I. Delhi HC: Claims settled under a resolution plan become non-arbitrable and a reference of those claims would amount to reopening of the resolution plan.

The Delhi High Court ("Delhi HC") has, in its judgement dated October 10, 2023, in the matter of Indian Oil Corporation Limited v. Arcelor Mittal Nippon Steel India Limited [ARB.P. 102/2022], held that claims that have already been settled under a resolution plan would become non-arbitrable once the resolution plan is approved by the committee of creditors ("CoC") and affirmed by the adjudication authority under the Insolvency and Bankruptcy Code, 2016 ("IBC").

Facts

Indian Oil Corporation Limited ("Petitioner") and Essar Steel India Limited ("ESIL"), formerly known as Essar Steel Limited, had entered into a gas supply agreement dated January 15, 2009 ("GSA"). Article 14 of the GSA empowered the Petitioner to call upon ESIL to take remedial steps for payment in the event of ESIL's failure to lift the entire adjusted annual contract quantity. On May 4, 2016, the Petitioner served a notice on ESIL in pursuance of the 'take or pay' obligation enumerated under Article 14 of the GSA for ESIL's failure to comply with its obligations thereunder. Consequently, ESIL served a termination notice on the Petitioner, which was disputed by the Petitioner on the ground that the Petitioner had not committed any breach of its contractual obligations under the GSA.

Thereafter, the Petitioner issued a demand notice dated April 27, 2017, on ESIL, towards recovery of the payments that were due to it, and upon non-receipt of such payments, the Petitioner subsequently issued a notice of dispute dated May 8, 2017, on ESIL. The Petitioner, in its notice of dispute, called upon ESIL to amicably resolve the dispute as contemplated under the GSA, but, since ESIL failed to respond to such notice, the Petitioner invoked arbitration under the provisions of the GSA.

However, during the pendency of the aforementioned dispute, corporate insolvency resolution process ("CIRP") was initiated against ESIL and a resolution professional ("RP") was appointed. While responding to the Petitioner's notice invoking arbitration, ESIL, in its letter dated August 7, 2017, apprised the Petitioner of the commencement of CIRP and the moratorium as declared by the National Company Law Tribunal, Ahmedabad ("NCLT"). The RP issued public notices inviting claims against ESIL and consequently, the Petitioner filed a claim for INR 3762,58,74,503. However, the RP vide his e-mail dated December 7, 2018, addressed to the Petitioner admitted the Petitioner's claim for a notional amount of INR 1 to ensure the Petitioner's participation in the CIRP and clarified that the balance claim amount was not admitted owing to the pending dispute between the Petitioner and ESIL.

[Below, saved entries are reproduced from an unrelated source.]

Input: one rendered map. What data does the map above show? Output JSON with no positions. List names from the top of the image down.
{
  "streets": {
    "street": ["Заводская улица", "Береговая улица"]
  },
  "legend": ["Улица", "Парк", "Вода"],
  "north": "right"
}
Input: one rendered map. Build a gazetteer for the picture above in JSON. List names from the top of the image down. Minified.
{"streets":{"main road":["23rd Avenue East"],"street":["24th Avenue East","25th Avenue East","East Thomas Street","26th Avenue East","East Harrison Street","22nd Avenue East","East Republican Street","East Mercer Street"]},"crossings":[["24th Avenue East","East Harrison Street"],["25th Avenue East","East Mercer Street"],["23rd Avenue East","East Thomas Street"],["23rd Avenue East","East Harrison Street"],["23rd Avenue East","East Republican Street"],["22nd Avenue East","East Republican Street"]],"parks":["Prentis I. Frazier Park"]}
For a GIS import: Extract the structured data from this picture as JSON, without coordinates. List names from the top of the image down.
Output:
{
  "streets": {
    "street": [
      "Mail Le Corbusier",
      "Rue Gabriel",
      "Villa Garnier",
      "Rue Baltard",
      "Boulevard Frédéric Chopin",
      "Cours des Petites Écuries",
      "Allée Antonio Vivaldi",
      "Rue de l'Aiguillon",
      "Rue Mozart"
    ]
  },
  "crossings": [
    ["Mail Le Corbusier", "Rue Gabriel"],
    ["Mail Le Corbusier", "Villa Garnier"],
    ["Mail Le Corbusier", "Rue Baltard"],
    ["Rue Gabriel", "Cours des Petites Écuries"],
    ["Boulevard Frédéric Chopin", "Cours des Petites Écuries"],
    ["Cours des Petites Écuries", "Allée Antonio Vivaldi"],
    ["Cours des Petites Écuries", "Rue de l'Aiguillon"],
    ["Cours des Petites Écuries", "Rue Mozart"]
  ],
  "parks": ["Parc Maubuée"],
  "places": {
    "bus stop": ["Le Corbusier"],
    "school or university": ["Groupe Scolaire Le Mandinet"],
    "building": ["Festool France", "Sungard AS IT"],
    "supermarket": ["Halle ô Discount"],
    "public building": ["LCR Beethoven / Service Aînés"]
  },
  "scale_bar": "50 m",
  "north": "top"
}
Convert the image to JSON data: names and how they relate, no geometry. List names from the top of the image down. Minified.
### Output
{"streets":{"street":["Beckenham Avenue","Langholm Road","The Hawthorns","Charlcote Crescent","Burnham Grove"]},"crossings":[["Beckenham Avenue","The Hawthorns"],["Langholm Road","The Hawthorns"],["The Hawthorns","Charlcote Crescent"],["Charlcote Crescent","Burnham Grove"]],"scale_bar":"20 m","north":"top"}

The resolution plan submitted by Arcelor Mittal Nippon Steel India Limited ("Respondent") was approved by the CoC on October 25, 2018 ("Resolution Plan"). NCLT, while according its sanction to the Resolution Plan did not agree with the view of the RP to admit claims of the Petitioner at a notional value of INR 1 and directed the RP to include the claims of operational creditors including the Petitioner in the said Resolution Plan. The RP preferred an appeal before the National Company Law Appellate Tribunal ("NCLAT") against the decision of the NCLT. However, the NCLAT affirmed NCLT's view and modified the Resolution Plan to include therein certain claims, such as that of the Petitioner.

Against the order passed by the NCLAT, an appeal was preferred before the Hon'ble Supreme Court ("SC") in the case of Committee of Creditors of Essar Steel India Limited v. Satish Kumar Gupta and Others [(2020) 8 SCC 531] ("Essar Steel India Case"), wherein the SC set aside the directions of both NCLT and NCLAT in relation to inclusion of claims after the approval of the resolution plan. The SC explained the importance of the clean slate doctrine and held that once a resolution plan has been approved and accepted, the successful resolution applicant cannot be burdened with additional claims by modifying the resolution plan. The SC's decision affirmed the action of the RP and conferred a seal of finality on the Resolution Plan. Hence, the Respondent, as a successful resolution applicant, acquired 100% shareholding of ESIL and took over its management.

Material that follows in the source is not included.